Deep Dive on Apache Kafka: A System Design Interview Perspective

“Kafka is not a message queue. It’s a distributed commit log that happens to be useful as a message queue, event store, and stream processor.”

Apache Kafka appears in nearly every system design interview involving event-driven architecture, real-time data pipelines, or service decoupling. It’s the backbone of architectures at LinkedIn, Uber, Netflix, and Airbnb — processing trillions of messages per day.

This article covers what you need for interviews: how Kafka works internally, the tradeoffs it makes, and the design patterns built on top of it.

What is Kafka?

Kafka is a distributed, partitioned, replicated append-only commit log.
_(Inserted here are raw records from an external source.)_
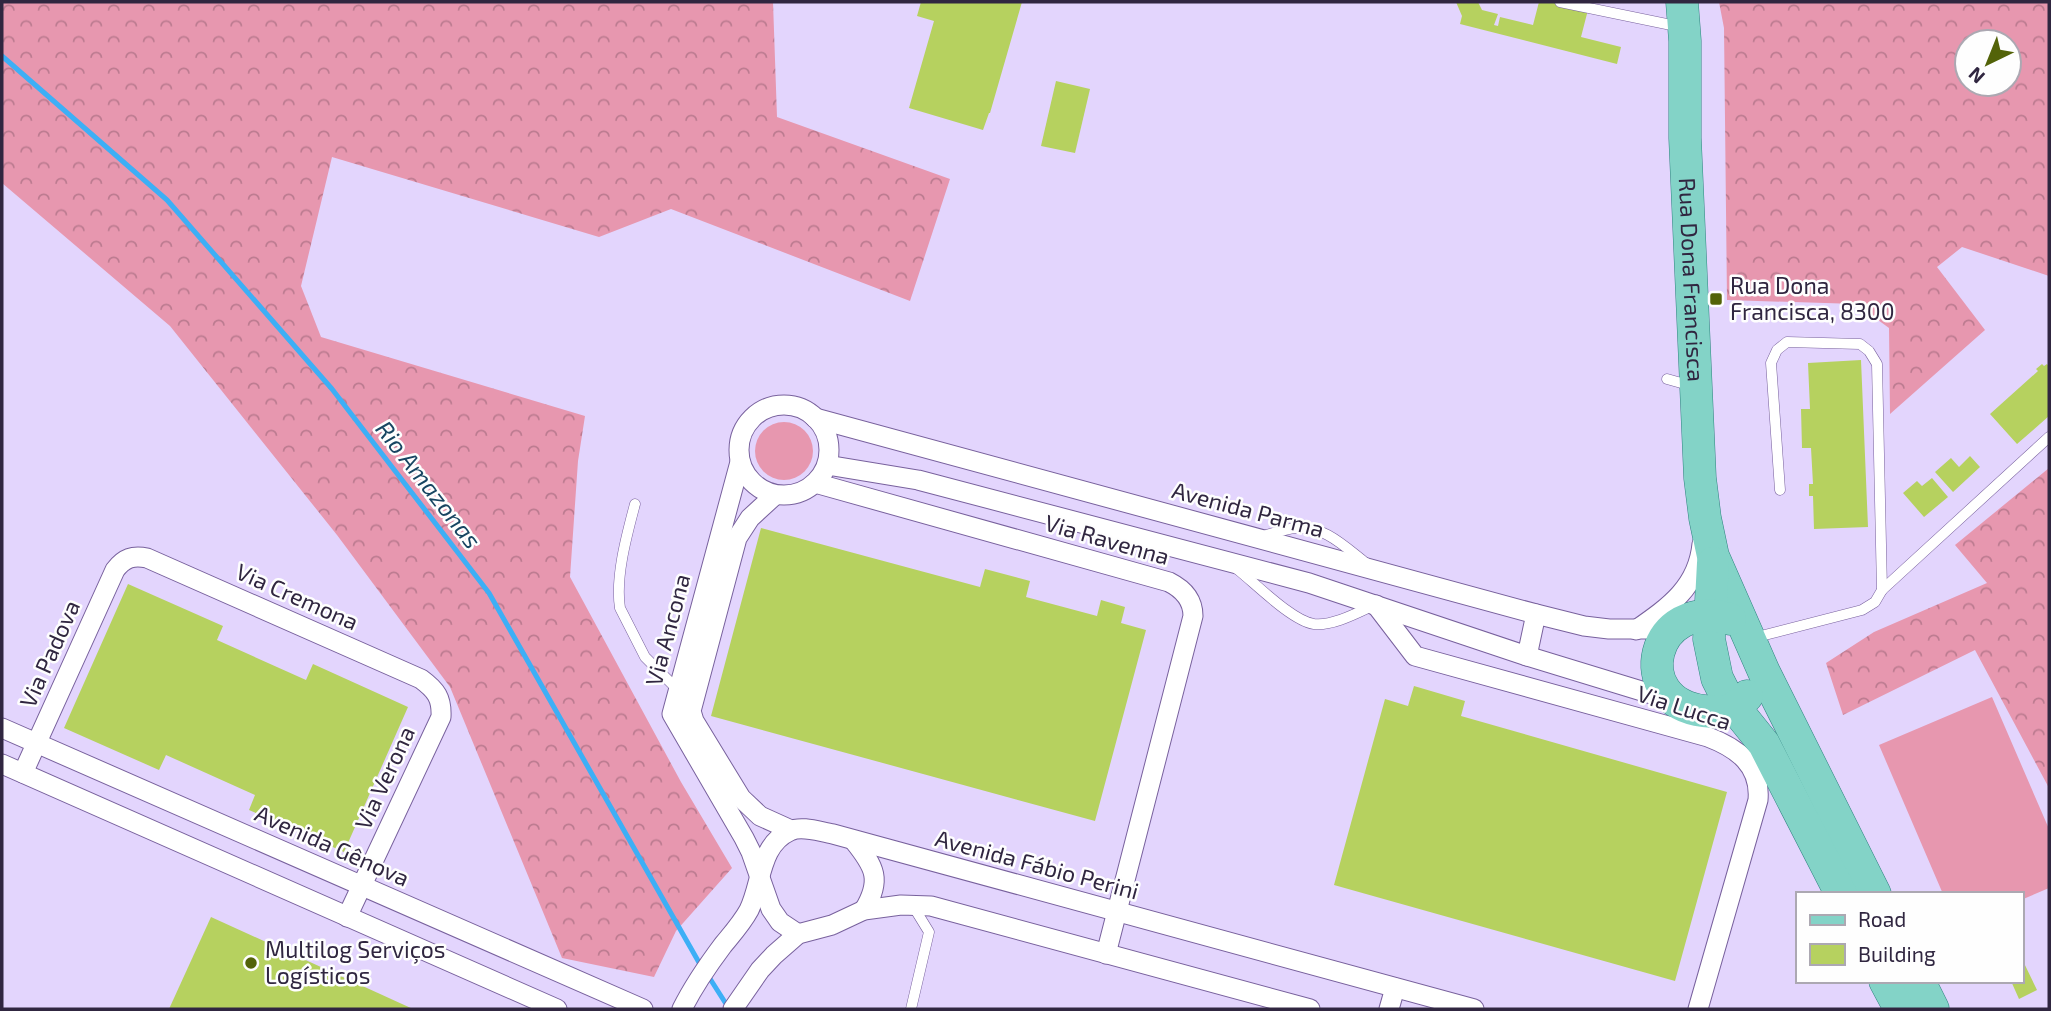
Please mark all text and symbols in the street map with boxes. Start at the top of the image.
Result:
north arrow [1953,28,2023,98]
text: N [1963,63,1989,89]
street label: Rua Dona Francisca [1674,177,1711,382]
place label: Rua Dona Francisca, 8300 [1730,271,1895,325]
marker: Rua Dona Francisca, 8300 [1708,291,1724,307]
water label: Rio Amazonas [370,414,488,554]
street label: Avenida Parma [1169,475,1327,543]
street label: Via Ravenna [1042,508,1173,570]
street label: Via Cremona [232,557,363,636]
street label: Via Ancona [639,571,695,689]
street label: Via Padova [13,596,85,712]
street label: Via Lucca [1634,679,1735,735]
street label: Via Verona [348,722,420,834]
street label: Avenida Gênova [251,799,414,892]
street label: Avenida Fábio Perini [932,823,1142,905]
legend [1796,892,2023,983]
text: Road [1858,906,1906,931]
place label: Multilog Serviços Logísticos [265,935,445,989]
text: Building [1858,941,1936,966]
marker: Multilog Serviços Logísticos [243,955,259,971]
That single sentence encodes everything important about its architecture:

Distributed — runs across a cluster of brokers
Partitioned — topics are split into ordered partitions for parallelism
Replicated — each partition is copied to multiple brokers for fault tolerance
Append-only — messages are immutable once written; consumers track their position via offsets
Commit log — not a queue; messages aren’t deleted after consumption

Core Architecture

Key Components

Component	Role
Broker	A single Kafka server. Stores partitions, serves reads/writes.
Topic	A named stream of records (like a database table).
Partition	An ordered, immutable sequence of records within a topic. The unit of parallelism.
Offset	A sequential ID for each record within a partition. Consumers track their position via offsets.
Producer	Publishes records to topics.
Consumer	Reads records from topics by pulling.
Consumer Group	A set of consumers that cooperatively consume a topic. Each partition is assigned to exactly one consumer in the group.
Controller	One broker elected to manage partition leader election and cluster metadata (replaced by KRaft in newer versions).

Topics and Partitions

A topic is split into partitions — each partition is an ordered, append-only log stored on disk.

Topic: orders (3 partitions)

Partition 0: [msg0] [msg1] [msg2] [msg3] [msg4] [msg5] → newest
Partition 1: [msg0] [msg1] [msg2] [msg3] → newest
Partition 2: [msg0] [msg1] [msg2] [msg3] [msg4] → newest

                                               ↑ offset

Key properties:

Ordering is guaranteed only within a partition, not across partitions
Messages are immutable — you can’t update or delete a record in place
Messages are retained by time or size, not consumed-and-deleted like traditional queues
Each consumer tracks its own offset — it can re-read old messages by resetting its offset

Partition Count: The Most Important Design Decision

Topic parallelism = min(partition_count, consumer_count_in_group)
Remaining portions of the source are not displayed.